- _WHAT IS EXPECTED_:
Search the entries for the word "JSON" and return every line where it is found.

- _ENTRIES SUPPLIED_:
───

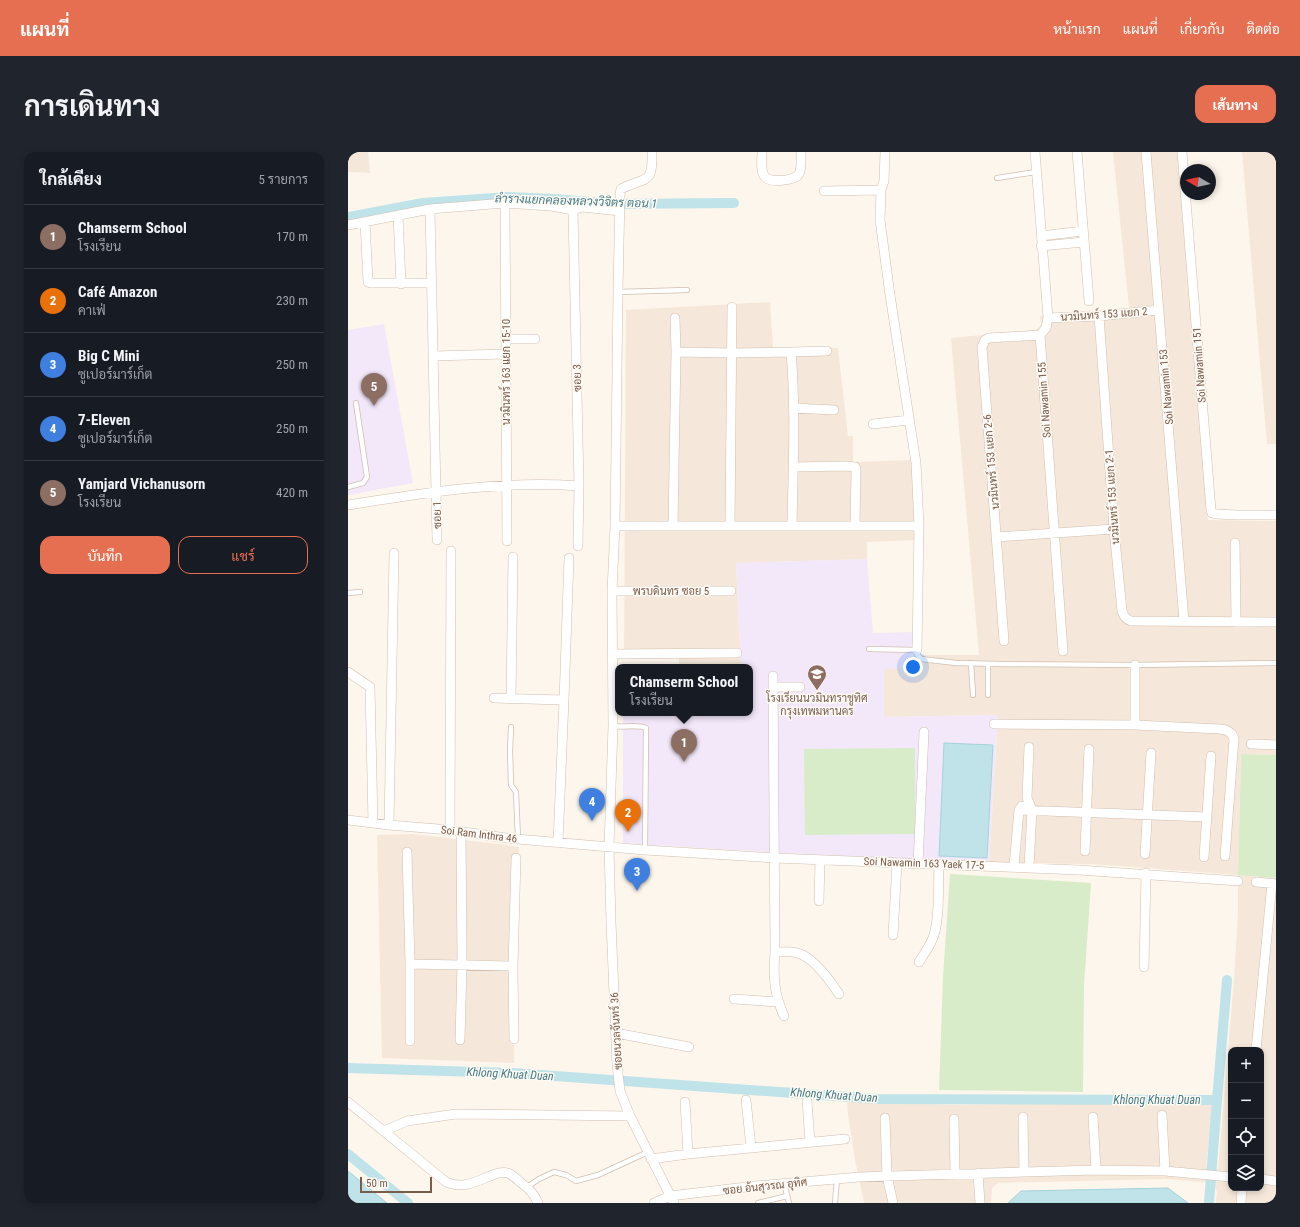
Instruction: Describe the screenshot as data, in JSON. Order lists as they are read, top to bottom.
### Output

───

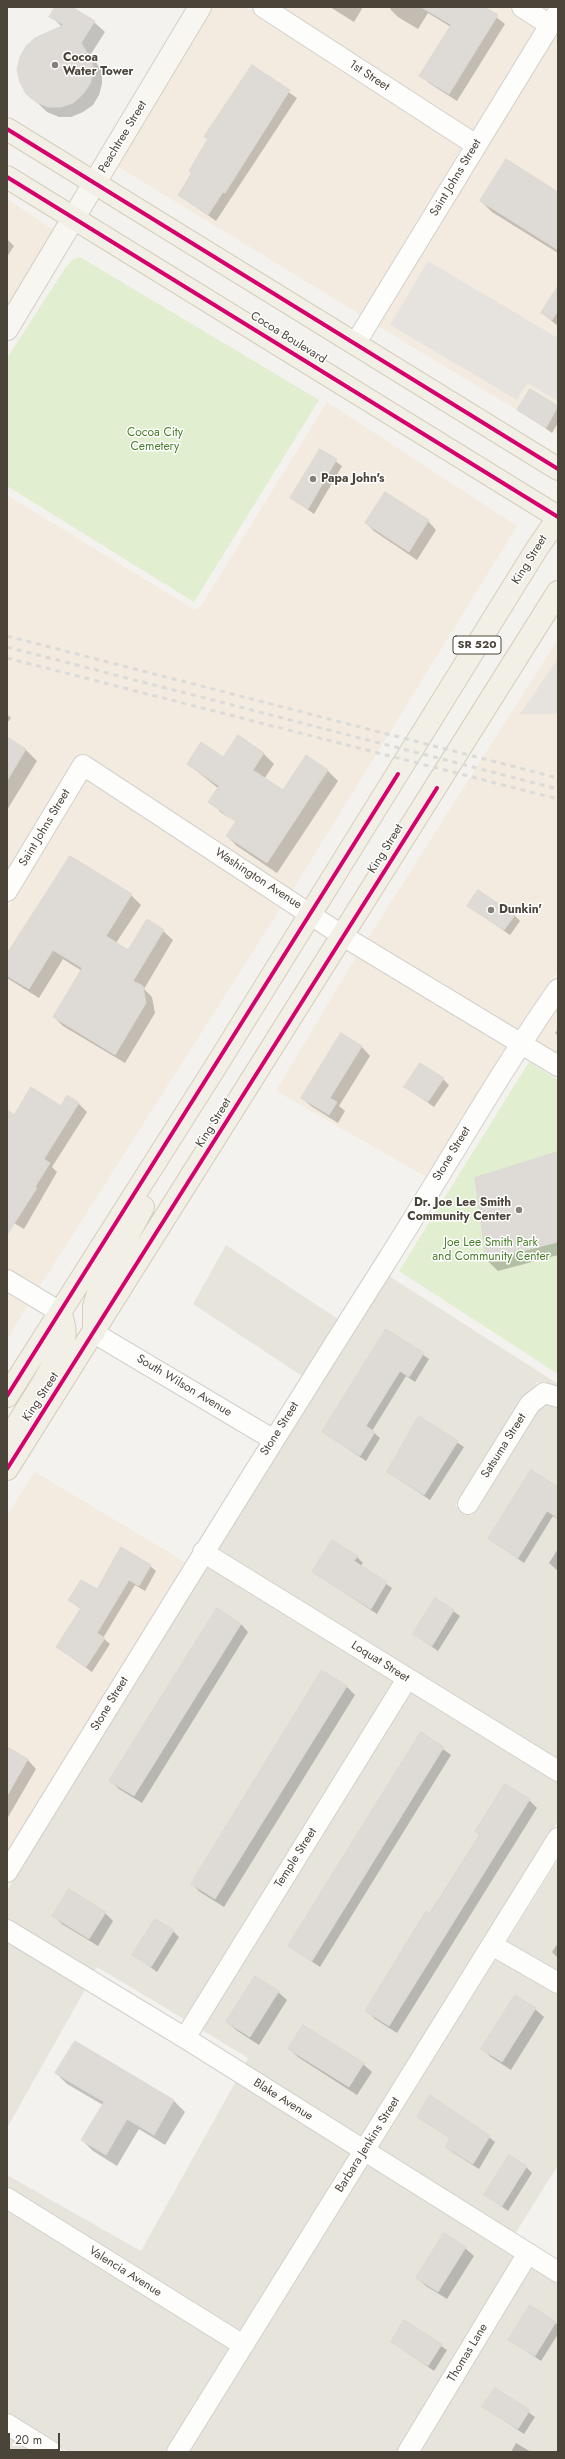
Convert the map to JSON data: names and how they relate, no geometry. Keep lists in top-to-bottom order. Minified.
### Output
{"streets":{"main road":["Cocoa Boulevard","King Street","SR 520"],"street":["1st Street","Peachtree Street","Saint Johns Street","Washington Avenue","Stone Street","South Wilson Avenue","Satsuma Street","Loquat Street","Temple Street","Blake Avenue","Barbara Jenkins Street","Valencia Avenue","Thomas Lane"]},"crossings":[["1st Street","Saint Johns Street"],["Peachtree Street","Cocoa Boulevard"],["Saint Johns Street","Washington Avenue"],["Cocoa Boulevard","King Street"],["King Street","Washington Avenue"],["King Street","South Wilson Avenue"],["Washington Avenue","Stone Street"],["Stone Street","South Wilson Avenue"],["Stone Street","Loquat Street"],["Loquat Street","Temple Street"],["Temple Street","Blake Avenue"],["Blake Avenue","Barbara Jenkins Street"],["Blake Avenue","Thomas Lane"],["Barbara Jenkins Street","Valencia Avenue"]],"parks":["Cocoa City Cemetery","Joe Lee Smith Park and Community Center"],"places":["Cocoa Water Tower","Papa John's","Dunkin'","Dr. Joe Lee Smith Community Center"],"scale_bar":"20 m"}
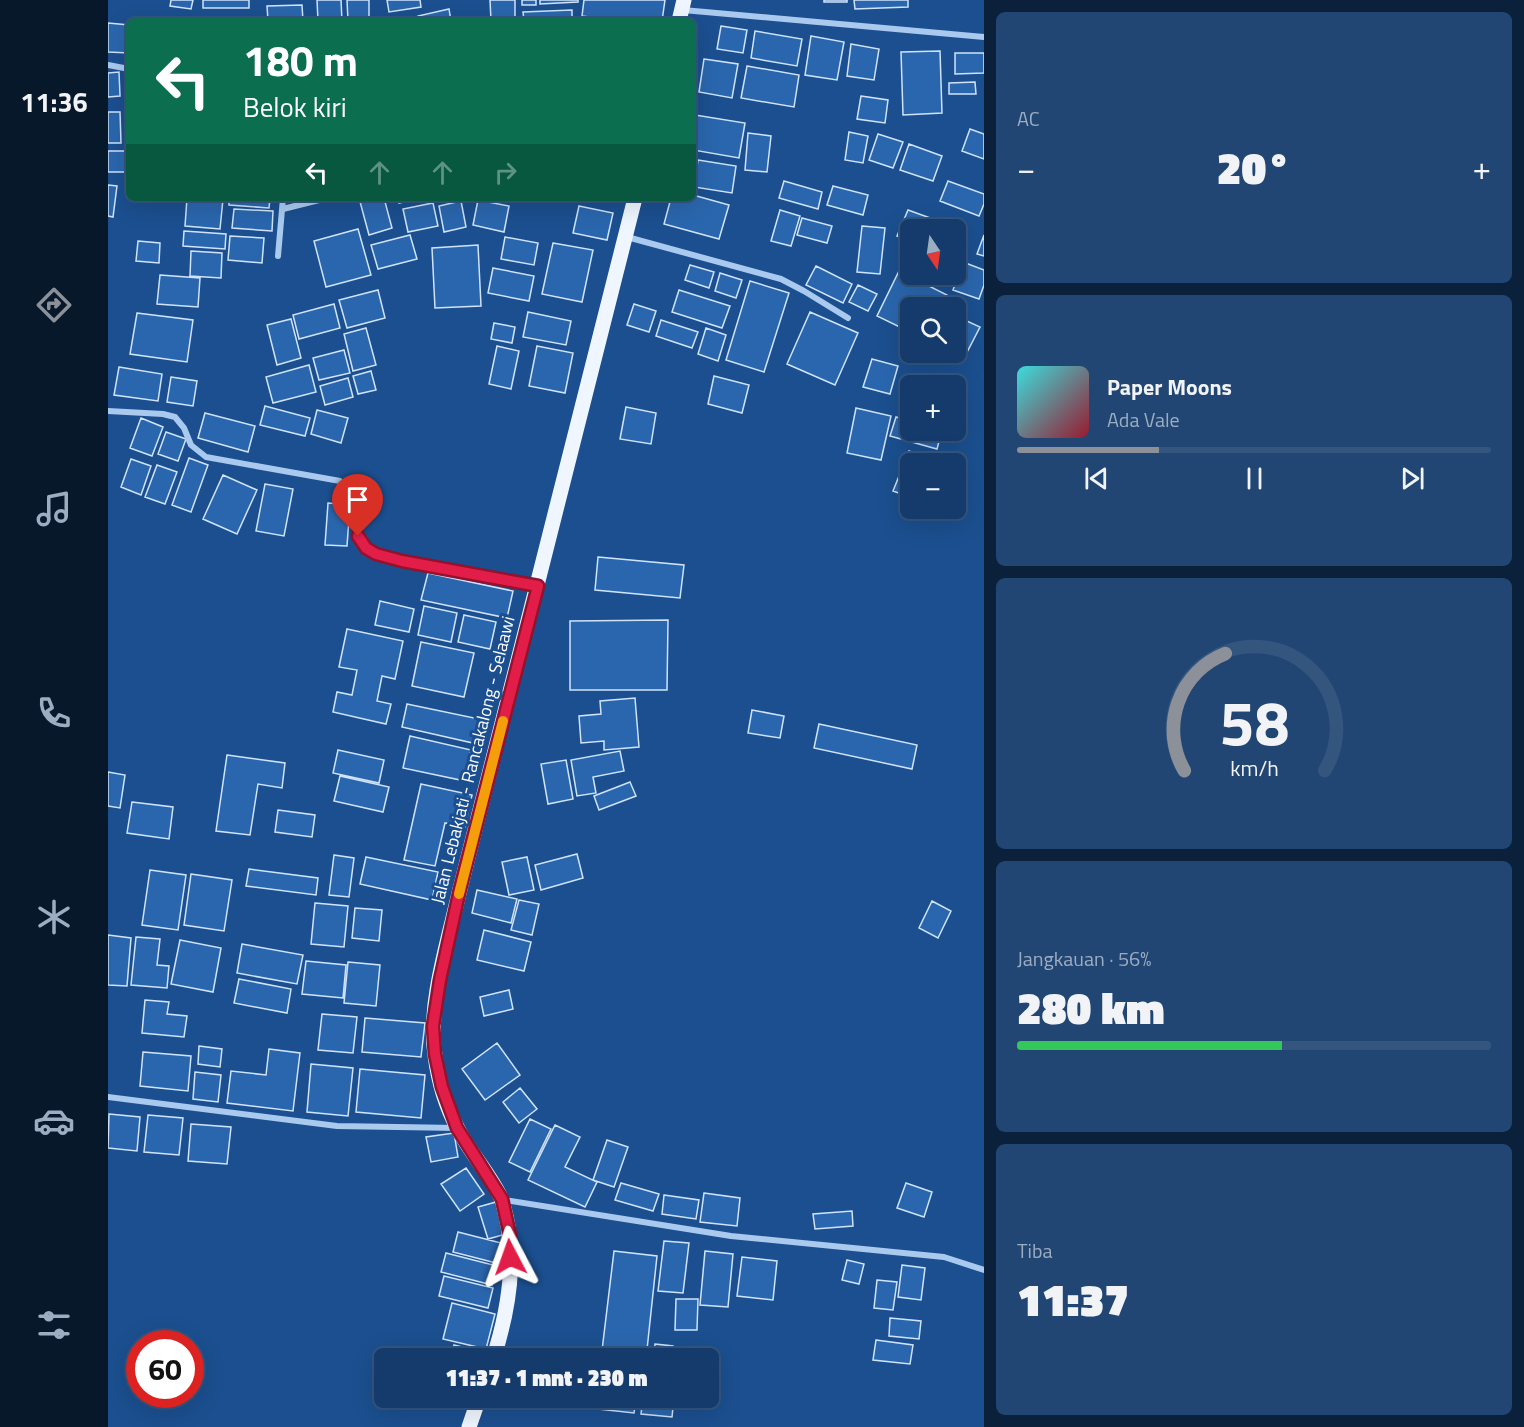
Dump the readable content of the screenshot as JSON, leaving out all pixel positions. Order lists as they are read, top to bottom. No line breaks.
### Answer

───

- _ANSWER FOR THIS EXERCISE_:
Instruction: Describe the screenshot as data, in JSON. Order lists as they are read, top to bottom.
Convert the map to JSON data: names and how they relate, no geometry. Keep lists in top-to-bottom order. Minified.
Dump the readable content of the screenshot as JSON, leaving out all pixel positions. Order lists as they are read, top to bottom. No line breaks.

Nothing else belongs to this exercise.